Permalink
Browse files

OpenZFS 9075 - Improve ZFS pool import/load process and corrupted poo…

…l recovery

Some work has been done lately to improve the debugability of the ZFS pool
load (and import) process. This includes:

	7638 Refactor spa_load_impl into several functions
	8961 SPA load/import should tell us why it failed
	7277 zdb should be able to print zfs_dbgmsg's

To iterate on top of that, there's a few changes that were made to make the
import process more resilient and crash free. One of the first tasks during the
pool load process is to parse a config provided from userland that describes
what devices the pool is composed of. A vdev tree is generated from that config,
and then all the vdevs are opened.

The Meta Object Set (MOS) of the pool is accessed, and several metadata objects
that are necessary to load the pool are read. The exact configuration of the
pool is also stored inside the MOS. Since the configuration provided from
userland is external and might not accurately describe the vdev tree
of the pool at the txg that is being loaded, it cannot be relied upon to safely
operate the pool. For that reason, the configuration in the MOS is read early
on. In the past, the two configurations were compared together and if there was
a mismatch then the load process was aborted and an error was returned.

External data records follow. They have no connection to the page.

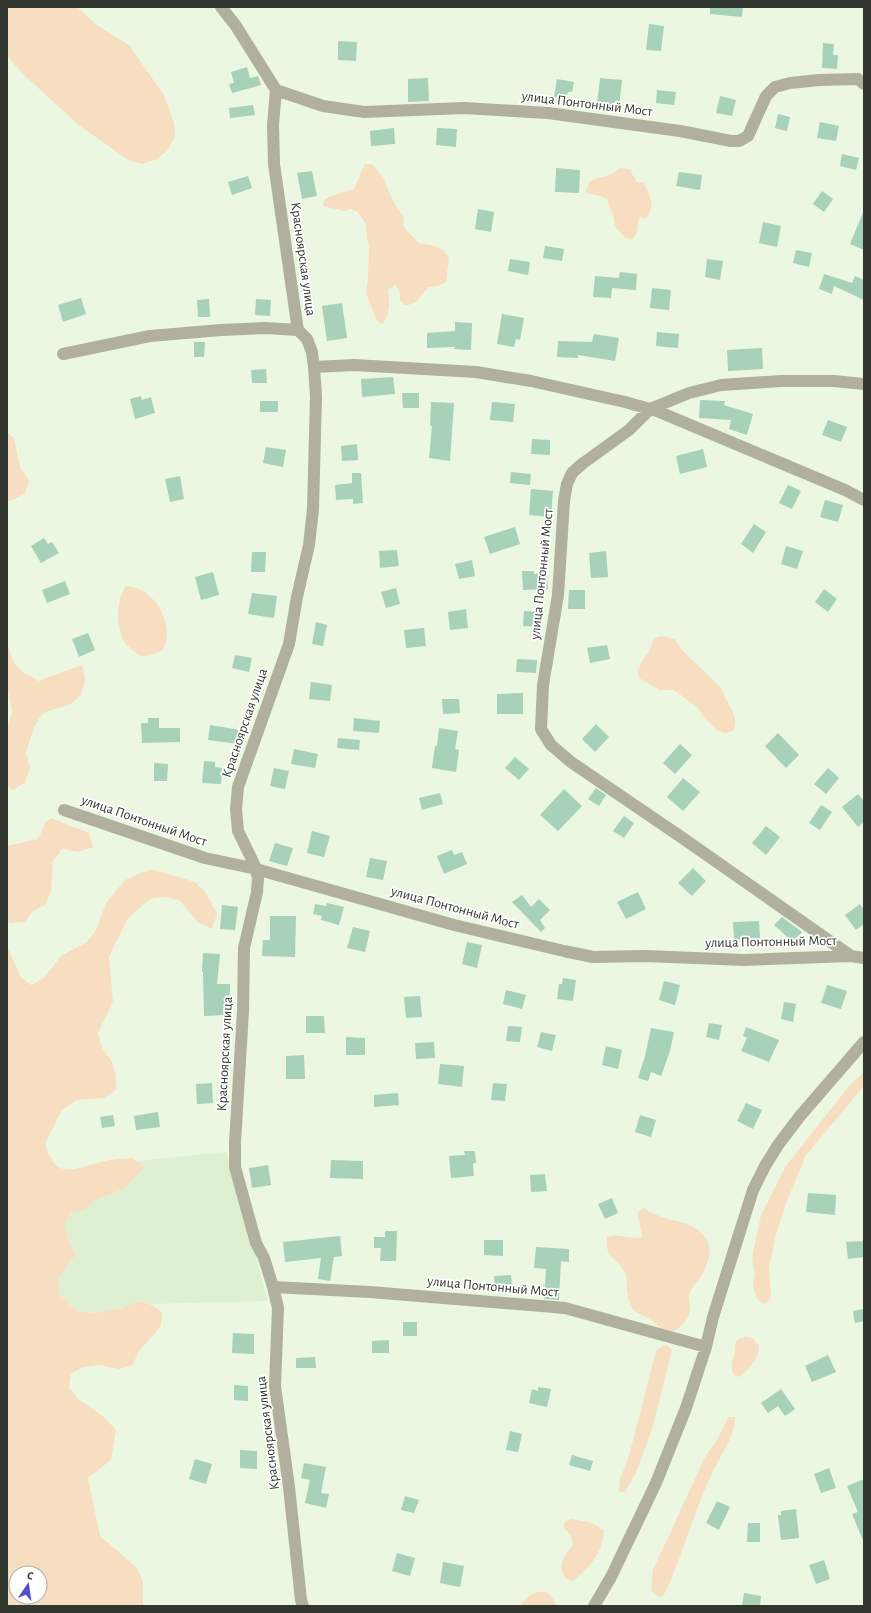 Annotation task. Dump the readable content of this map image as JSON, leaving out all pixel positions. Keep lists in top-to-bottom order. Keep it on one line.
{"streets":{"street":["улица Понтонный Мост","Красноярская улица"]},"crossings":[["улица Понтонный Мост","Красноярская улица"]],"north":"top"} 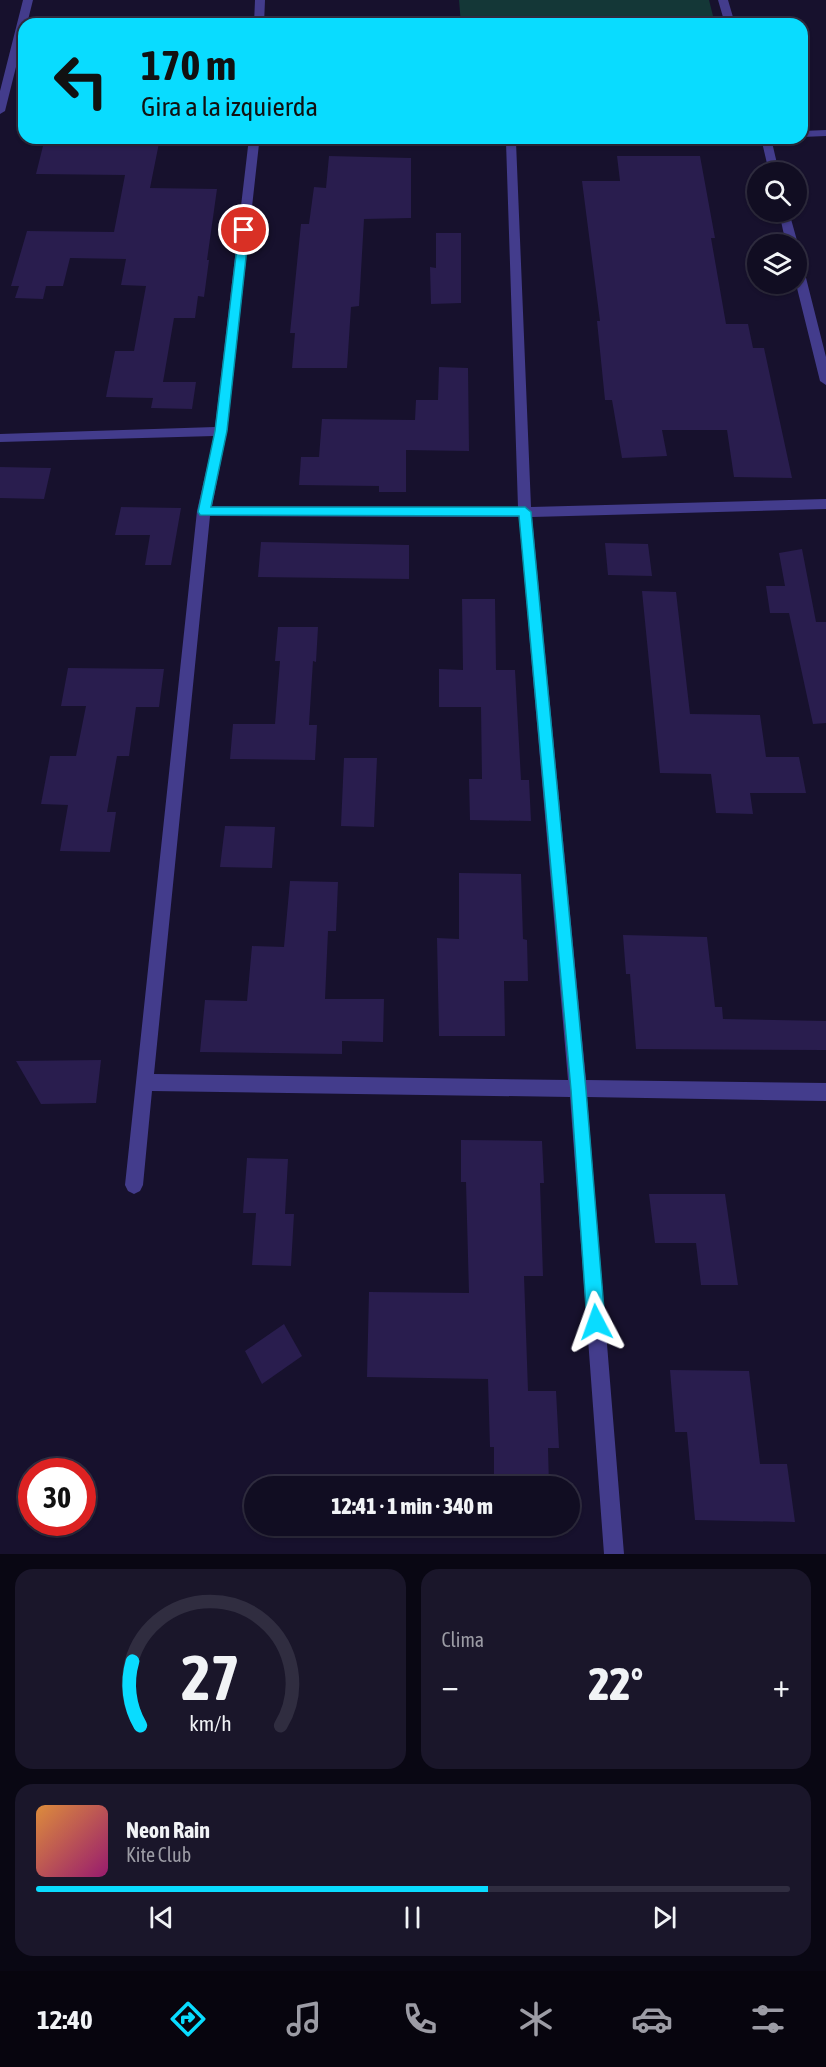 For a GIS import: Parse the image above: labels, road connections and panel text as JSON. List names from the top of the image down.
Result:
{
  "page": {
    "turn": ["170 m", "Gira a la izquierda"],
    "limit": "30",
    "trip": "12:41 · 1 min · 340 m",
    "tile": "Clima",
    "heat": ["−", "22°", "+"],
    "song": ["Neon Rain", "Kite Club"],
    "tabs": "12:40",
    "gauge": ["27", "km/h"]
  }
} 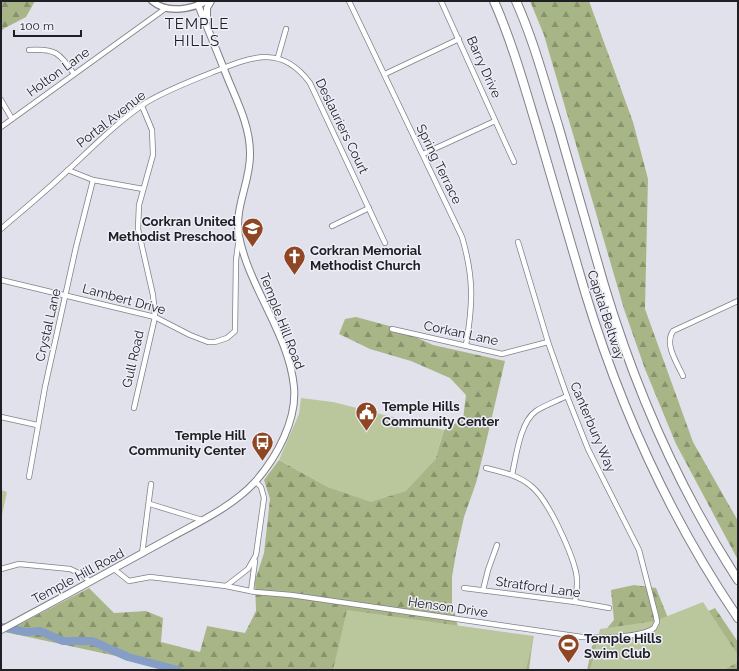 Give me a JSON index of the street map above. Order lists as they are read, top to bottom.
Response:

The latter was a good way to ensure a pool does not get corrupted, however it
made the pool load process needlessly fragile in cases where the vdev
configuration changed or the userland configuration was outdated. Since the MOS
is stored in 3 copies, the configuration provided by userland doesn't have to be
perfect in order to read its contents. Hence, a new approach has been adopted:
The pool is first opened with the untrusted userland configuration just so that
the real configuration can be read from the MOS. The trusted MOS configuration
is then used to generate a new vdev tree and the pool is re-opened.

When the pool is opened with an untrusted configuration, writes are disabled
to avoid accidentally damaging it. During reads, some sanity checks are
performed on block pointers to see if each DVA points to a known vdev;
when the configuration is untrusted, instead of panicking the system if those
checks fail we simply avoid issuing reads to the invalid DVAs.

This new two-step pool load process now allows rewinding pools accross
vdev tree changes such as device replacement, addition, etc. Loading a pool
from an external config file in a clustering environment also becomes much
safer now since the pool will import even if the config is outdated and didn't,
for instance, register a recent device addition.

With this code in place, it became relatively easy to implement a
long-sought-after feature: the ability to import a pool with missing top level
(i.e. non-redundant) devices. Note that since this almost guarantees some loss
of data, this feature is for now restricted to a read-only import.

Porting notes (ZTS):
* Fix 'make dist' target in zpool_import

* The maximum path length allowed by tar is 99 characters.  Several
  of the new test cases exceeded this limit resulting in them not
  being included in the tarball.  Shorten the names slightly.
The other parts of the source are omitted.